2 Korinthiërs 4:1-4
2 Korinthiërs 4:1-4 Statenvertaling (Importantia edition) (STV)
Daarom dewijl wij deze bediening hebben, naar de barmhartigheid, die ons geschied is, zo vertragen wij niet; Maar wij hebben verworpen de bedekselen der schande, niet wandelende in arglistigheid, noch het Woord Gods vervalsende, maar door openbaring der waarheid onszelven aangenaam makende bij alle gewetens der mensen, in de tegenwoordigheid Gods. Doch indien ook ons Evangelie bedekt is, zo is het bedekt in degenen, die verloren gaan; In dewelke de god dezer eeuw de zinnen verblind heeft, namelijk der ongelovigen, opdat hen niet bestrale de verlichting van het Evangelie der heerlijkheid van Christus, Die het Beeld Gods is.
2 Korinthiërs 4:1-4 Herziene Statenvertaling (HSV)
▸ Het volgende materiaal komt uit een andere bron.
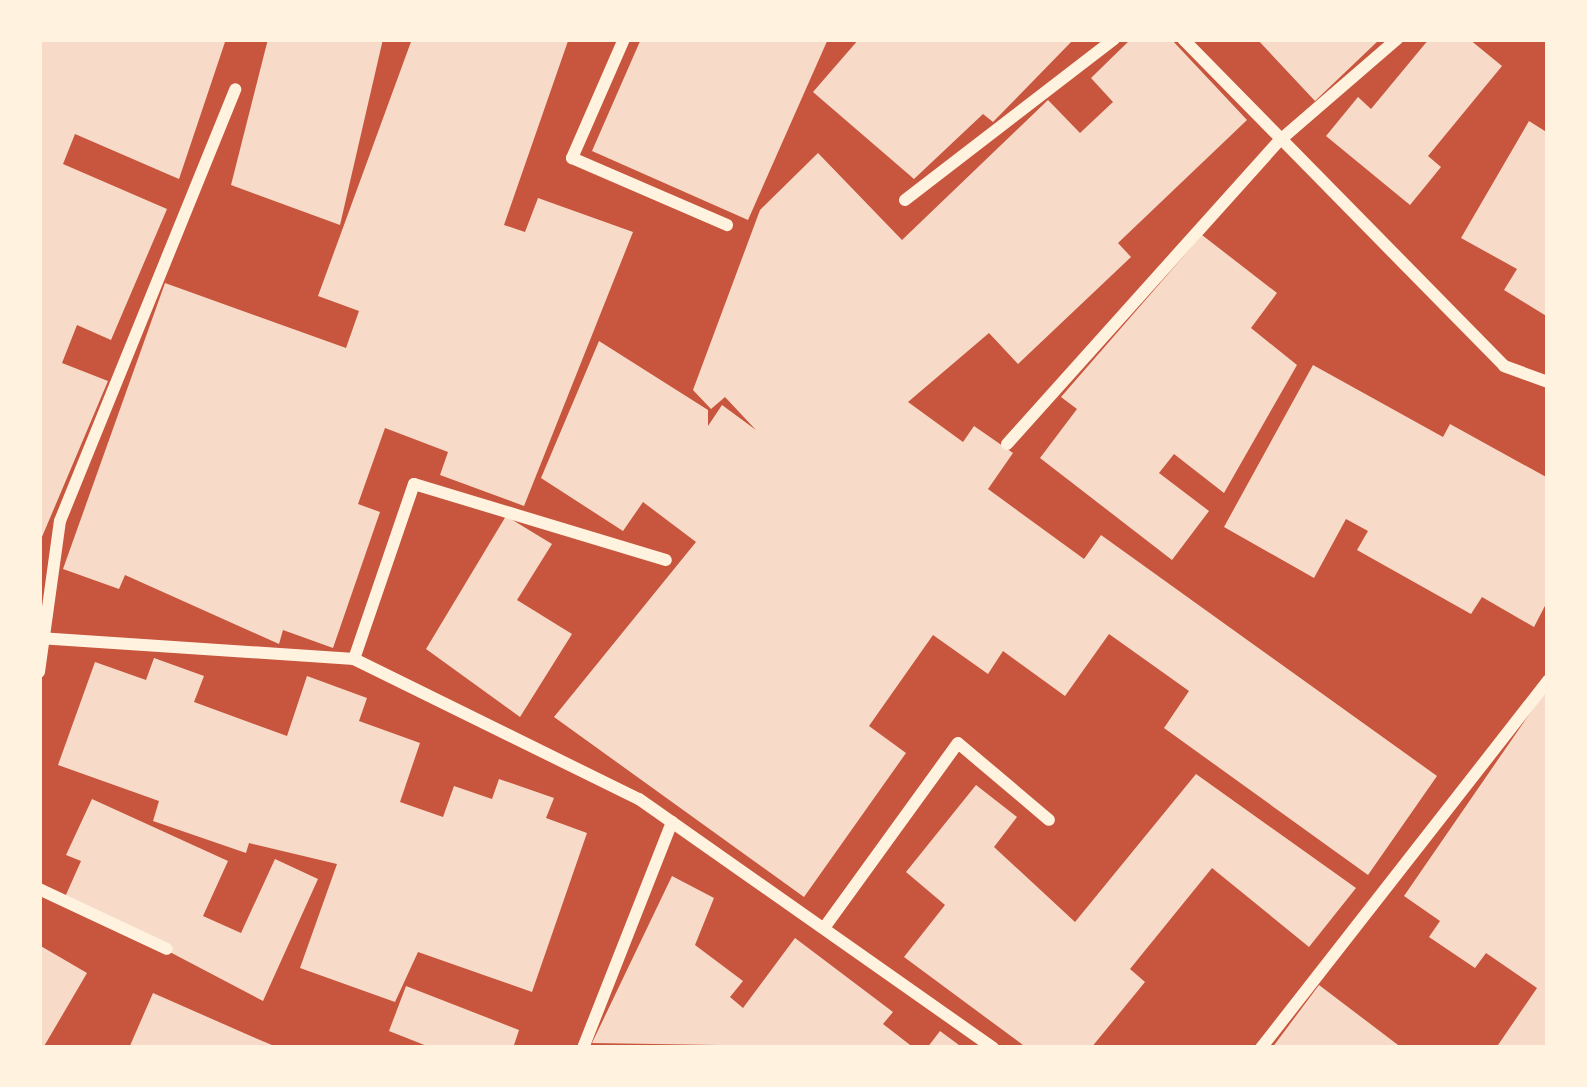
<!DOCTYPE html>
<html>
<head>
<meta charset="utf-8">
<style>
	body { margin:0 }
	#map { position:relative; width:1587px; height:1087px; overflow:hidden; background:#c8553d; font-family:"DejaVu Sans",sans-serif }
	div>[style] { position:absolute }
	.building>* { inset:0; background:#f7dbc8 }
	.minor>* { height:12px; margin:-6px; padding:0 6px; transform-origin:6px; border-radius:6px; background:#fff3e0 }
	span { translate:-50% -50%; white-space:nowrap; text-align:center; line-height:1.15; -webkit-text-stroke:9px #fff3e0; paint-order:stroke }
	.frame { position:absolute; inset:0; border:42px solid #fff3e0; pointer-events:none }
</style>
</head>
<body>
<div id="map">
	<div class="building">
		<i style="clip-path:polygon(39px 39px,226px 39px,179px 179px,75px 134px,63px 164px,167px 209px,111px 340px,77px 325px,62px 363px,108px 381px,39px 544px)"></i>
		<i style="clip-path:polygon(268px 39px,383px 39px,340px 225px,231px 185px)"></i>
		<i style="clip-path:polygon(412px 39px,568px 41px,504px 225px,525px 232px,538px 198px,633px 232px,524px 506px,440px 475px,448px 452px,385px 428px,358px 504px,380px 512px,333px 648px,283px 630px,279px 644px,125px 575px,119px 589px,63px 569px,165px 283px,346px 348px,359px 311px,318px 296px)"></i>
		<i style="clip-path:polygon(641px 39px,828px 39px,748px 220px,592px 151px)"></i>
		<i style="clip-path:polygon(859px 39px,1074px 39px,993px 122px,983px 114px,914px 179px,813px 92px)"></i>
		<i style="clip-path:polygon(1131px 39px,1171px 39px,1247px 120px,1118px 243px,1131px 257px,1018px 364px,989px 333px,908px 402px,963px 442px,974px 426px,1013px 453px,988px 489px,1084px 559px,1101px 535px,1437px 776px,1368px 875px,1164px 728px,1189px 691px,1109px 634px,1065px 696px,1003px 651px,988px 674px,933px 635px,869px 726px,906px 753px,804px 897px,554px 717px,696px 542px,643px 502px,623px 531px,541px 478px,599px 341px,708px 410px,708px 426px,722px 405px,756px 430px,725px 397px,711px 409px,693px 390px,760px 210px,818px 153px,902px 240px,1048px 100px,1080px 133px,1113px 102px,1091px 78px)"></i>
		<i style="clip-path:polygon(1257px 39px,1380px 39px,1315px 101px)"></i>
		<i style="clip-path:polygon(1429px 39px,1469px 39px,1502px 66px,1428px 156px,1441px 167px,1410px 205px,1326px 136px,1358px 97px,1371px 109px)"></i>
		<i style="clip-path:polygon(1529px 121px,1548px 133px,1548px 317px,1504px 290px,1517px 269px,1461px 238px)"></i>
		<i style="clip-path:polygon(1202px 235px,1277px 293px,1251px 328px,1297px 365px,1224px 493px,1174px 454px,1159px 473px,1209px 511px,1172px 560px,1040px 458px,1077px 409px,1061px 397px)"></i>
		<i style="clip-path:polygon(1313px 365px,1443px 437px,1450px 424px,1548px 478px,1548px 600px,1534px 627px,1482px 597px,1471px 614px,1357px 550px,1368px 531px,1346px 519px,1314px 578px,1224px 527px)"></i>
		<i style="clip-path:polygon(506px 516px,552px 544px,517px 600px,572px 634px,520px 717px,426px 649px)"></i>
		<i style="clip-path:polygon(154px 658px,204px 676px,194px 702px,287px 736px,307px 676px,367px 698px,359px 721px,420px 743px,400px 802px,443px 817px,454px 786px,492px 799px,499px 779px,554px 798px,546px 818px,587px 833px,532px 992px,418px 952px,395px 1002px,300px 968px,337px 864px,249px 843px,246px 853px,153px 821px,159px 801px,58px 765px,95px 662px,146px 680px)"></i>
		<i style="clip-path:polygon(1548px 687px,1548px 1048px,1496px 1048px,1537px 988px,1486px 953px,1475px 968px,1429px 937px,1440px 921px,1404px 896px)"></i>
		<i style="clip-path:polygon(1196px 774px,1356px 888px,1309px 947px,1212px 868px,1130px 969px,1145px 982px,1091px 1048px,1027px 1048px,904px 957px,945px 905px,906px 872px,976px 785px,1017px 817px,994px 847px,1075px 922px)"></i>
		<i style="clip-path:polygon(92px 799px,228px 861px,203px 916px,241px 933px,275px 859px,318px 879px,263px 1001px,65px 897px,81px 861px,66px 855px)"></i>
		<i style="clip-path:polygon(672px 876px,714px 898px,695px 945px,743px 981px,730px 997px,743px 1008px,795px 938px,893px 1012px,883px 1024px,914px 1048px,592px 1043px)"></i>
		<i style="clip-path:polygon(39px 945px,87px 973px,43px 1048px,39px 1048px)"></i>
		<i style="clip-path:polygon(1319px 985px,1402px 1048px,1272px 1048px)"></i>
		<i style="clip-path:polygon(406px 986px,519px 1030px,513px 1048px,432px 1048px,389px 1031px)"></i>
		<i style="clip-path:polygon(153px 993px,253px 1037px,279px 1048px,129px 1048px)"></i>
		<i style="clip-path:polygon(940px 1031px,963px 1048px,927px 1048px)"></i>
	</div>
	<div class="minor">
		<i style="left:624px;top:39px;width:130px;rotate:113.6deg"></i>
		<i style="left:572px;top:158px;width:169px;rotate:23.4deg"></i>
		<i style="left:1183px;top:39px;width:458px;rotate:45.5deg"></i>
		<i style="left:1504px;top:366px;width:47px;rotate:20deg"></i>
		<i style="left:905px;top:200px;width:264px;rotate:-37.6deg"></i>
		<i style="left:1007px;top:444px;width:407px;rotate:-48.1deg"></i>
		<i style="left:1279px;top:141px;width:156px;rotate:-40.8deg"></i>
		<i style="left:39px;top:638px;width:316px;rotate:3.8deg"></i>
		<i style="left:354px;top:659px;width:318px;rotate:26.2deg"></i>
		<i style="left:639px;top:799px;width:433px;rotate:35.1deg"></i>
		<i style="left:354px;top:659px;width:185px;rotate:-71.1deg"></i>
		<i style="left:414px;top:484px;width:263px;rotate:16.8deg"></i>
		<i style="left:39px;top:672px;width:152px;rotate:-82.1deg"></i>
		<i style="left:60px;top:521px;width:466px;rotate:-67.9deg"></i>
		<i style="left:39px;top:889px;width:141px;rotate:25.1deg"></i>
		<i style="left:824px;top:928px;width:228px;rotate:-54.1deg"></i>
		<i style="left:958px;top:743px;width:119px;rotate:40.2deg"></i>
		<i style="left:583px;top:1048px;width:243px;rotate:-68.5deg"></i>
		<i style="left:1261px;top:1048px;width:467px;rotate:-52deg"></i>
	</div>
	<div class="frame"></div>
</div>
</body>
</html>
Daarom, aangezien wij deze bediening hebben naar de barmhartigheid die ons bewezen is, verliezen wij de moed niet. Integendeel, wij hebben de schandelijke, verborgen praktijken verworpen; wij wandelen niet in bedrog en vervalsen ook niet het Woord van God, maar door het openbaar maken van de waarheid bevelen wij onszelf aan bij elk menselijk geweten, in de tegenwoordigheid van God. Maar in het geval dat ons Evangelie nog bedekt is, dan is het bedekt in hen die verloren gaan. Van hen, de ongelovigen, geldt dat de god van deze eeuw hun gedachten heeft verblind, opdat de verlichting met het Evangelie van de heerlijkheid van Christus, Die het beeld van God is, hen niet zou bestralen.
2 Korinthiërs 4:1-4 NBG-vertaling 1951 (NBG51)
Daarom, nu wij deze bediening hebben, die ons door barmhartigheid is toevertrouwd, verliezen wij de moed niet, maar hebben wij verworpen alle schandelijke praktijken, die het licht niet kunnen zien, daar wij niet met sluwheid omgaan of het woord Gods vervalsen, maar de waarheid aan het licht brengen en zo bij elk menselijk geweten onze eigen aanbeveling zijn voor het oog van God. Indien dan nog ons evangelie bedekt is, is het bedekt bij hen, die verloren gaan, ongelovigen, wier overleggingen de god dezer eeuw met blindheid heeft geslagen, zodat zij het schijnsel niet ontwaren van het evangelie der heerlijkheid van Christus, die het beeld Gods is.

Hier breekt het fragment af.